Towards a single citizen data profile
The idea of a single citizen data profile, Underhill explains, is well established in the private sector as the “single customer view” or “golden record.” The principle is simple: hold a joined-up, accurate record of all the interactions an individual has with an organisation.
“In government, a lot of the time you repeat the same information. That’s not efficient from a customer point of view, and it means data is being replicated and duplicated,” he says. Without data-sharing agreements in place, information is rarely joined up between departments, leaving valuable insights untapped.
“If government were a bank, that would not be the case. Everything would be joined up so there would be a single record of me and all the interactions I have with government.” Such a profile, he argues, could be the foundation for more personalised services, with AI harnessing the information to anticipate needs and tailor delivery.
But the sensitivity of the data makes security and trust paramount. “One of the blockers we see is government departments being quite rightly concerned about exposing that information to AI tools. Our view is you bring the tools to the data, not the other way around. Having that security and that governance around it breeds trust.”
Targeting AI investment where it counts
Modernising legacy systems while delivering visible improvements is never easy especially when budgets are tight. Underhill is clear that government cannot compete with the scale of private sector investment in AI, but believes targeted action can still deliver meaningful results.
“I don’t envy them,” he says. “The investments being made in things like AI are staggering, and the government doesn't have that available headroom to compete at that level. But for me, it is worthy of an investment, where that investment needs to be targeted.”
He advises looking for areas where modest investment can both improve services and generate future savings. “Rather than boiling the ocean and potentially ending up with nothing, you can start small, and the learnings that government makes from the project can be built on.”
When asked what could prove the value of a unified citizen data approach, Underhill points to two opportunities: fraud detection and citizen engagement.
Fraud, he argues, is an ideal candidate for AI-driven improvement. “Fraud prevention using AI is endemic in private sector as it has a direct impact on profit and loss - The same principle within Government could protect public funds to be reinvested where it is needed” He stresses this is not limited to benefits or tax fraud, but could include a wide range of activities that, if addressed through better data sharing and AI, could protect public funds.

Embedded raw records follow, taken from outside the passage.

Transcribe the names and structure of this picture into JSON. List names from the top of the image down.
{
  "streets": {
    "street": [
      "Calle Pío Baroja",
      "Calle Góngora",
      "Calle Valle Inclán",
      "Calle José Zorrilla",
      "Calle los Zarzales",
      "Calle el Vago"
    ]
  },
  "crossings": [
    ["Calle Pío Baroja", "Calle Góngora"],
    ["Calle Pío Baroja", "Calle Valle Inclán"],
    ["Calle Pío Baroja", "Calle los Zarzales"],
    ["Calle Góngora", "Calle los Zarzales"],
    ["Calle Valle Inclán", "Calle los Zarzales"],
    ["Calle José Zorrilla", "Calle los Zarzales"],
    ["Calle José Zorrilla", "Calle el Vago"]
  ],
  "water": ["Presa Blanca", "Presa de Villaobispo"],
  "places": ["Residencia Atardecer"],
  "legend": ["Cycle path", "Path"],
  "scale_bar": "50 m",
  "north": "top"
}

The other is citizen engagement, where tools such as AI-powered chatbots could free up capacity for complex cases. “When I deal with a bank now, I often wonder; is this a human, or is this a chatbot? Because they’ve got it spot-on. You could potentially filter 95% of all the cases out and free up people to focus on the 5% that actually warrant a human interaction.”
This is not, he cautions, a one-size-fits-all solution. “Some people may be very happy not speaking to civil servants when they’re trying to do something; some may want that. But we free up people to really focus the time and engage with those who need more help.”

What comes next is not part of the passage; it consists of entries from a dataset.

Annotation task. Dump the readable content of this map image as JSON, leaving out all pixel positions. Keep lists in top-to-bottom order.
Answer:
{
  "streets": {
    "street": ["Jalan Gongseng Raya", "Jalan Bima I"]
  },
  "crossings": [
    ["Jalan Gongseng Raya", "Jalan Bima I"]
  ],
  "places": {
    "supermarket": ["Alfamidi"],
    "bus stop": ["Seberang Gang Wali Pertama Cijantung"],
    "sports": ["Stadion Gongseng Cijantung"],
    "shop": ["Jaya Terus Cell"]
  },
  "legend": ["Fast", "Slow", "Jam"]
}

Foundations for the future
Underhill’s message is clear: AI will only ever be as good as the data it relies on. Without strong foundations, secure, governed, interoperable, and trusted, technology investments risk under-delivering on their promise.
“Bad data in, bad AI out,” he says simply. For him, that’s the principle that should underpin every AI project in government. By starting with clear use cases, targeting investment where it can have the biggest impact, and protecting sensitive information through secure, modern architectures, departments can begin to break down silos and build towards more connected, citizen-centred services.
The prize, he suggests, is not just efficiency, but public trust. And in a world where AI’s role in public life is only set to grow, trust may be the most valuable foundation of all.